Resumen
- El hecho decisivo fue la salida de Eddy Kayihura del puesto de director ejecutivo el 4 de noviembre de 2022: la persona se marchó, el cargo quedó vacante y AFRINIC continuó como empresa.
- La Resolución 202108.630 había retenido en su Parte A a un equipo jurídico y había colocado en su Parte B el poder de instrucción en Kayihura mientras ejercía como director ejecutivo; el tribunal leyó ambas partes conjuntamente.
- La conclusión judicial fue concreta: al no haber director ejecutivo el 7 de marzo ni el 28 de septiembre de 2023, la resolución anterior no otorgó por sí sola el mandato requerido para la solicitud y la apelación identificadas.
- Una delegación robusta debe convertir una vacante en un estado visible —pausa, terminación, relevo o confirmación— y dejar constancia fechada de quién puede instruir a los abogados en cada asunto.
- AFRINIC administra registros técnicos y coordina servicios como entidad privada; esa función no le confiere poder soberano, legislativo, regulatorio, policial, punitivo, confiscatorio ni jurisdiccional de derecho público.
El día en que la continuidad dejó de significar lo mismo
El 4 de noviembre de 2022 debe leerse como un cambio de estado, no como una mera línea en la biografía de un ejecutivo. Según dejó consignado el Tribunal de Apelación Civil del Tribunal Supremo de Mauricio en 2024 SCJ 473, Eddy Kayihura dejó ese día de ser el director ejecutivo de AFRINIC. A partir de entonces coexistieron dos realidades. Por un lado, la sociedad privada AFRINIC conservaba personalidad jurídica, obligaciones, activos, controversias y capacidad de actuar mediante órganos competentes. Por otro, el puesto al que una resolución anterior había anclado una facultad amplia de representación e instrucción ya no tenía ocupante.

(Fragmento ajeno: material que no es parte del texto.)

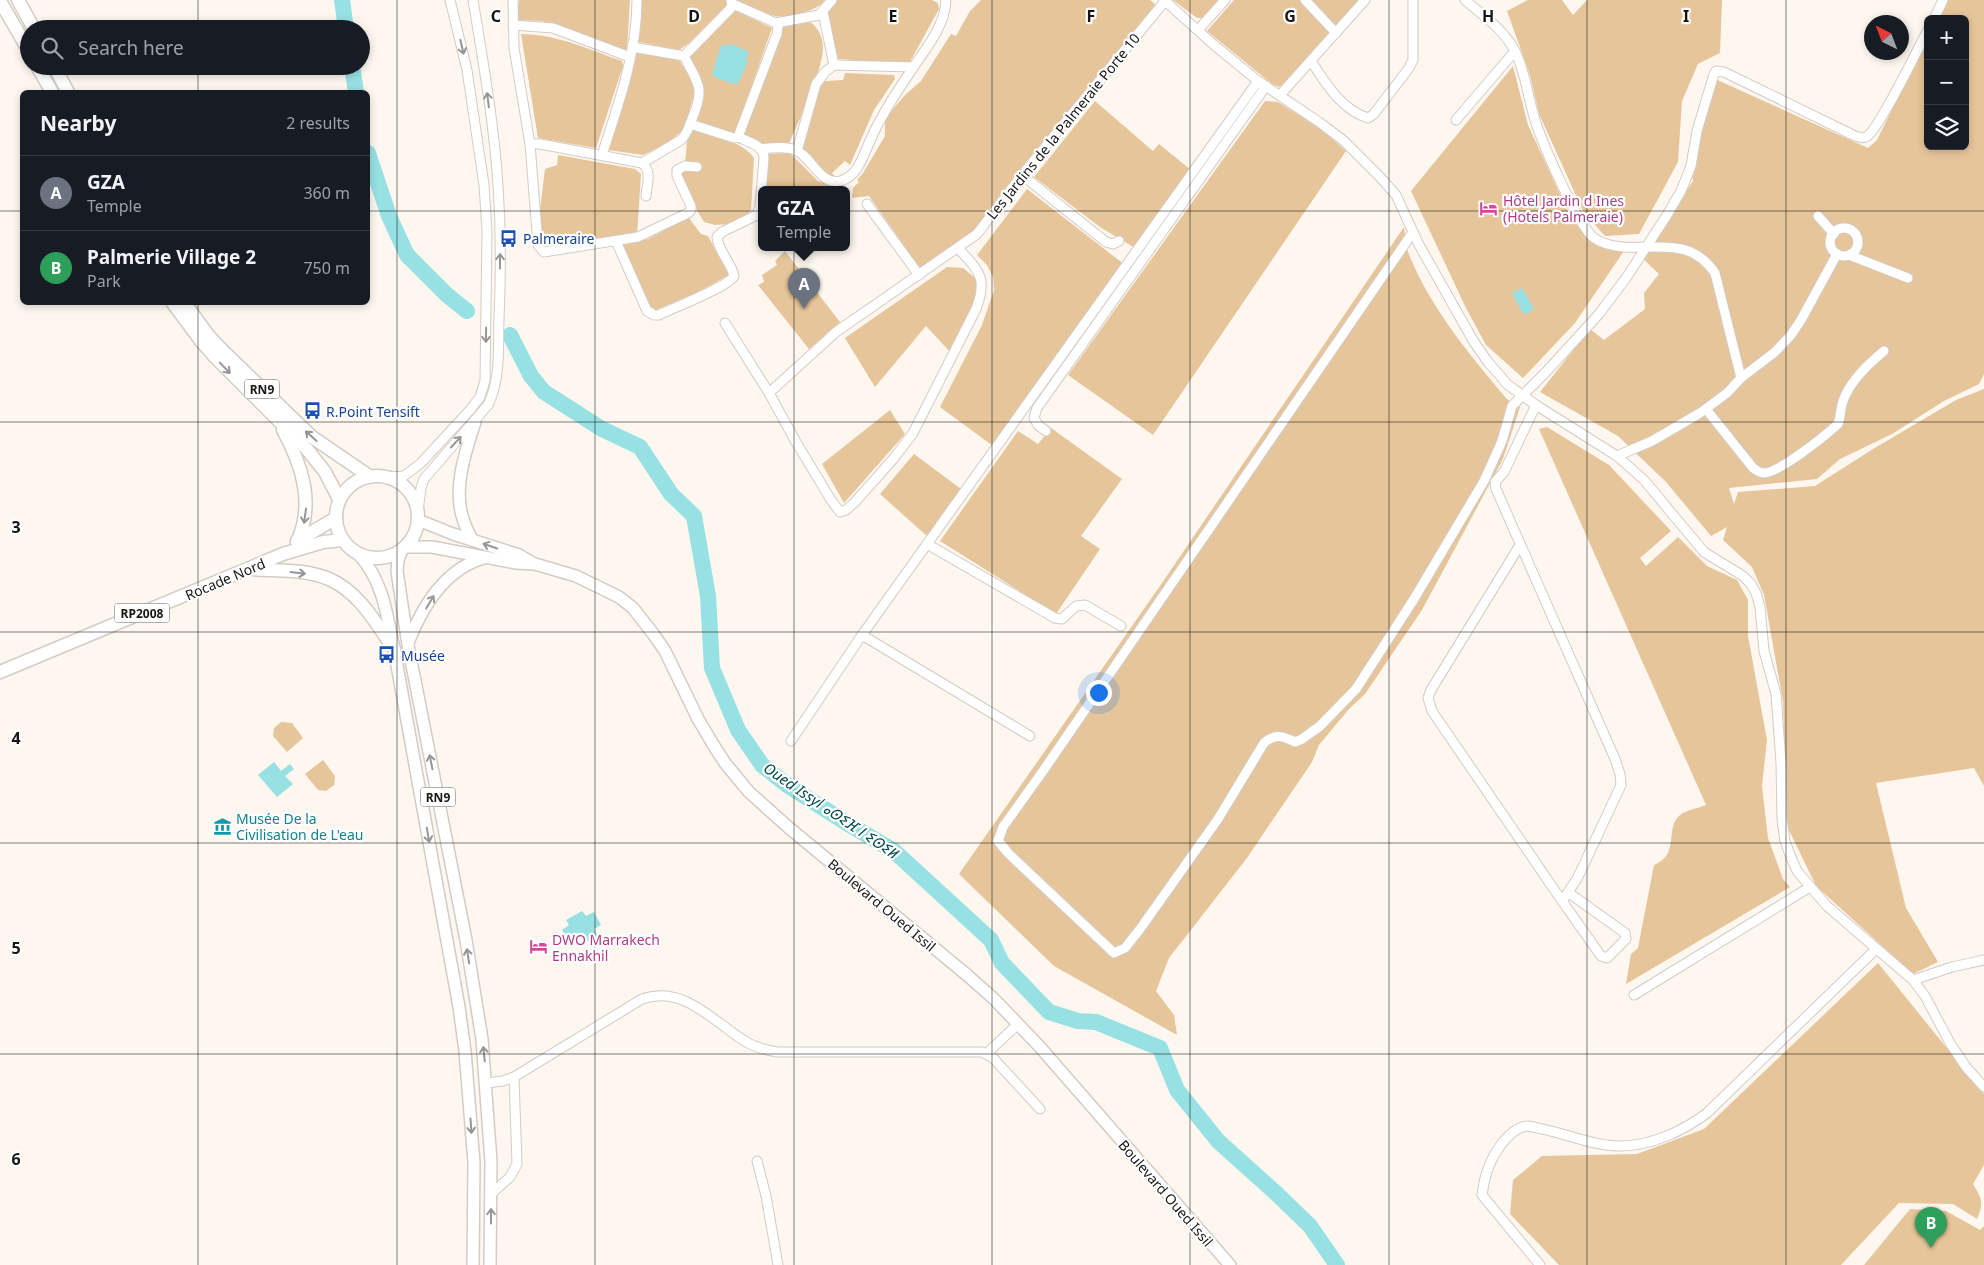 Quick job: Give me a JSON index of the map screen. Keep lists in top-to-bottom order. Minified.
{"streets":{"highway":["RN9","Rocade Nord","RP2008"],"main road":["Boulevard Oued Issil"],"street":["Les Jardins de la Palmeraie Porte 10"]},"crossings":[["RN9","RP2008"],["RN9","Boulevard Oued Issil"],["Rocade Nord","RP2008"],["RP2008","Boulevard Oued Issil"]],"water":["Oued Issyl ⴰⵙⵉⴼ ⵏ ⵉⵙⵉⵍ"],"places":{"hotel":["Hôtel Jardin d Ines (Hotels Palmeraie)","DWO Marrakech Ennakhil"],"bus stop":["Palmeraire","R.Point Tensift","Musée"],"museum":["Musée De la Civilisation de L'eau"]},"north":"top left","page":{"map_buttons":["+","−"],"search":"Search here","heading":["Nearby","2 results"],"list":[{"mark":"A","name":"GZA","note":"Temple","value":"360 m"},{"mark":"B","name":"Palmerie Village 2","note":"Park","value":"750 m"}],"popup":["GZA","Temple"],"pins":["A","B"]},"grid":{"columns":["C","D","E","F","G","H","I"],"rows":["3","4","5","6"]}}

Separar esas dos realidades evita el error que está en el centro del caso. Una persona física no es un cargo. Un cargo no es la empresa que lo crea. La empresa no es el equipo externo que la representa. Y la permanencia de los abogados en una controversia no es, por sí misma, una instrucción nueva de su cliente. Eddy Mabano Kayihura era la persona expresamente nombrada; la dirección ejecutiva era el puesto desde el cual actuaba; AFRINIC era y seguía siendo la principal corporativa; Messrs Anwar Moollan y Manon Mardemootoo eran los profesionales cuya autoridad para intervenir en actos posteriores fue examinada.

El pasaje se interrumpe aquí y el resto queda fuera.